▸ **PROBLEM**
Look through the data and write out every line with the word "text" in it.

-- Opening Marker --

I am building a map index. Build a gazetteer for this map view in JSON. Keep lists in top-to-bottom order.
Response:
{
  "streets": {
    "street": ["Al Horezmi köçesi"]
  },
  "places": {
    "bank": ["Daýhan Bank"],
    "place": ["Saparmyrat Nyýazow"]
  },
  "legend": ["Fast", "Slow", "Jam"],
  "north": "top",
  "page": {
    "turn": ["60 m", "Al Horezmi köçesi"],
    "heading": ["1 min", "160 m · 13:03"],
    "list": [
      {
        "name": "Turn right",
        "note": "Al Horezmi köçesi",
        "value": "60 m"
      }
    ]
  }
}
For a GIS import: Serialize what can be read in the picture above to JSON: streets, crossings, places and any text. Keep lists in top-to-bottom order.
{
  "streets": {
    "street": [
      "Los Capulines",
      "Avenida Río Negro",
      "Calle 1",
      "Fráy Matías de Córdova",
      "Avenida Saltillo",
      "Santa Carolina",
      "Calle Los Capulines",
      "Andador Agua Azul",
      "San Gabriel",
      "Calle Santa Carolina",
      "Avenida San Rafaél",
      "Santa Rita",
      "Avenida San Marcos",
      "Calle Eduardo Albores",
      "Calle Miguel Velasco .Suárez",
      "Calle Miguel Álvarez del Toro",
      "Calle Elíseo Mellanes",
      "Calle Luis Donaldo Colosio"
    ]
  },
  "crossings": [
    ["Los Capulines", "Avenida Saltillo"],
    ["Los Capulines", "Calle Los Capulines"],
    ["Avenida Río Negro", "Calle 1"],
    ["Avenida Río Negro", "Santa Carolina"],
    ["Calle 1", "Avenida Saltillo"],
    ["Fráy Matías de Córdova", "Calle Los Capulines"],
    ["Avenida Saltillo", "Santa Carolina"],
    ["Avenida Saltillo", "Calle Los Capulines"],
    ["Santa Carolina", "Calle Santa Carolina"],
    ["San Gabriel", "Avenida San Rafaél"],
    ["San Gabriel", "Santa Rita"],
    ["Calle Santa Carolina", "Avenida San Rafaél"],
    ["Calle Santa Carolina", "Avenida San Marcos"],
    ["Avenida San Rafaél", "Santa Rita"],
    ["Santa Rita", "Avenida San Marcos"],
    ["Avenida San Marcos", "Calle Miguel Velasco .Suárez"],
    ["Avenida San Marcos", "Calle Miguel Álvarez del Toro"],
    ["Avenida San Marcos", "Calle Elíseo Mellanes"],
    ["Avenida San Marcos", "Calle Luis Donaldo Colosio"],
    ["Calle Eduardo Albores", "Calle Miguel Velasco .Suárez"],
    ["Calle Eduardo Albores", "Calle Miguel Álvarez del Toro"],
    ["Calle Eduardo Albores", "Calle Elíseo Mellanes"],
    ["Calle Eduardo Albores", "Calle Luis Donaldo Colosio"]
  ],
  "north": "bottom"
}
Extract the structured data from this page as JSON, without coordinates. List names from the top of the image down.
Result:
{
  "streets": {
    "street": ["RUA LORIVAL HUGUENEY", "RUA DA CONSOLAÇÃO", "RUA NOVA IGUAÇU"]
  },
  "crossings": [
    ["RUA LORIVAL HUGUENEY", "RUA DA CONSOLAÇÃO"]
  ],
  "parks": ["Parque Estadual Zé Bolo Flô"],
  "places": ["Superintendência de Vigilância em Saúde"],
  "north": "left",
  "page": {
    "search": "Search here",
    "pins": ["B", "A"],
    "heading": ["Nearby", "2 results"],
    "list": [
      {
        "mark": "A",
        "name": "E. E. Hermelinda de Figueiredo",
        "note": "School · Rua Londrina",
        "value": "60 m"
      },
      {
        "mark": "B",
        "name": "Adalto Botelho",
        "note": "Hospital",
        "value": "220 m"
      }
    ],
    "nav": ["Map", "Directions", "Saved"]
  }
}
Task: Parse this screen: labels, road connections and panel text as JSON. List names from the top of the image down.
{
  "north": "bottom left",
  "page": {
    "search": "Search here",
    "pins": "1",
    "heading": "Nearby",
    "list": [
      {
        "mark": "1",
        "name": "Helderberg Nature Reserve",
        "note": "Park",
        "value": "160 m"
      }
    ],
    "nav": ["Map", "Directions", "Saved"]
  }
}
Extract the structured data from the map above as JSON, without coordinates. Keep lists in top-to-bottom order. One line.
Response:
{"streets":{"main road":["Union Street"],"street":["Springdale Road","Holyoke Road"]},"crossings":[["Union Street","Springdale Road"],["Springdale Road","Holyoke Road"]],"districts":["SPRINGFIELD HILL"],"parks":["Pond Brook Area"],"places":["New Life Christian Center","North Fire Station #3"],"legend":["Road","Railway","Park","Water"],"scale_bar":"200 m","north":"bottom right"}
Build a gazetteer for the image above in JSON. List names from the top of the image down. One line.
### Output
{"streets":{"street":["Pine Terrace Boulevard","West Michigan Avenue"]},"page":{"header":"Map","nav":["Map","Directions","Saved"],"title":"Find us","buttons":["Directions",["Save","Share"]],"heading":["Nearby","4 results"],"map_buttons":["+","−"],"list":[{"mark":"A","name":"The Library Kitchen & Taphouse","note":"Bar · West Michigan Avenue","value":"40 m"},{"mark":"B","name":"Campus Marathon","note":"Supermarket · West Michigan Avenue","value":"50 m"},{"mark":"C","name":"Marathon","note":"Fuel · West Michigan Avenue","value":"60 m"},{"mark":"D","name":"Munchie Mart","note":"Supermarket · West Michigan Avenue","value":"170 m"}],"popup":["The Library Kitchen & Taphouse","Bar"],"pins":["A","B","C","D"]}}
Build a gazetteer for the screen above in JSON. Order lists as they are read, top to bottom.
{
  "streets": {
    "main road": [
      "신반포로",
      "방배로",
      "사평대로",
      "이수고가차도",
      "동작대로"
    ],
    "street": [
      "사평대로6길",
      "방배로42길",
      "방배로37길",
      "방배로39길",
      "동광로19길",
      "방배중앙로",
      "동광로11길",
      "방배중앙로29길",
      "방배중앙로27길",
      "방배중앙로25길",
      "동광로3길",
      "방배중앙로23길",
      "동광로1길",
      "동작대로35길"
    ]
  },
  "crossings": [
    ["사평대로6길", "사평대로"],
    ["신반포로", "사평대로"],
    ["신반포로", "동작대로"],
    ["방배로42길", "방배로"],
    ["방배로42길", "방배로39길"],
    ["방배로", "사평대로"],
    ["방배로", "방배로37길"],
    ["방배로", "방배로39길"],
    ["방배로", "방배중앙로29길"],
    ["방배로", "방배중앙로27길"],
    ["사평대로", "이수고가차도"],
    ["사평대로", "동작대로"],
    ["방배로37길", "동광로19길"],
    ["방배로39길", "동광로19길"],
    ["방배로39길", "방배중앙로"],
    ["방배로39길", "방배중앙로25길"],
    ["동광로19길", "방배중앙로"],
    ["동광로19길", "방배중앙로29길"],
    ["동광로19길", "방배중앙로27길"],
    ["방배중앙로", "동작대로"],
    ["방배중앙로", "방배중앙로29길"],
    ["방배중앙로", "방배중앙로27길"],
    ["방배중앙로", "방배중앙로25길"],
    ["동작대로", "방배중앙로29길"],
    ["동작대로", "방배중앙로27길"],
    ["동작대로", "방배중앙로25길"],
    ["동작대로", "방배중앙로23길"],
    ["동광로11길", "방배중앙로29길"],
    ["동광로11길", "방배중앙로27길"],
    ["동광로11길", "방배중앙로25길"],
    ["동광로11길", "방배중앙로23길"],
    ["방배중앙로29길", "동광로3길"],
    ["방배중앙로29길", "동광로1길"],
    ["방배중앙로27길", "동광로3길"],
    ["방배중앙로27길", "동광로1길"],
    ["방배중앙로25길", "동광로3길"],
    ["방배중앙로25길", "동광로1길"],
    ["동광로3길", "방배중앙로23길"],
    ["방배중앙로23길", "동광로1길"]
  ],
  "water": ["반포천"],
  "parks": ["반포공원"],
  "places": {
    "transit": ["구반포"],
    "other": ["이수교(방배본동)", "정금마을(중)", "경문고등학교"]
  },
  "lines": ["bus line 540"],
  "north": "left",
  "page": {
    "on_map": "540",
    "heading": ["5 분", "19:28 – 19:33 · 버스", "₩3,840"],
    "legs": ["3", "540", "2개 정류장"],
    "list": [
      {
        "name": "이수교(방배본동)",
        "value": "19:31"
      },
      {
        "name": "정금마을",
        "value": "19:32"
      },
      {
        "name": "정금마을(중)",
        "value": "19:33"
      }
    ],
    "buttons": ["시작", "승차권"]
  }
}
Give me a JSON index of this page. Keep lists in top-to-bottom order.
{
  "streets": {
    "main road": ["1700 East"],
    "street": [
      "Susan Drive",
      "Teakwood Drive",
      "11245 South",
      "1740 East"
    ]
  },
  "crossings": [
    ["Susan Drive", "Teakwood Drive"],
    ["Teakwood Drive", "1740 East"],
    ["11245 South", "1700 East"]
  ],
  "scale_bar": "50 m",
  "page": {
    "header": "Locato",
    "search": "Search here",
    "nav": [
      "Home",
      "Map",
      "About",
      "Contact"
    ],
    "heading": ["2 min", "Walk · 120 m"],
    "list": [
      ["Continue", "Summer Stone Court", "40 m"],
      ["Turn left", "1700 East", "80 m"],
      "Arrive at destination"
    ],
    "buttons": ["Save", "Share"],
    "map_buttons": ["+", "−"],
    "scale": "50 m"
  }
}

-- Closing Marker --

▸ **YOUR SOLUTION**
For a GIS import: Serialize what can be read in the picture above to JSON: streets, crossings, places and any text. Keep lists in top-to-bottom order.
Task: Parse this screen: labels, road connections and panel text as JSON. List names from the top of the image down.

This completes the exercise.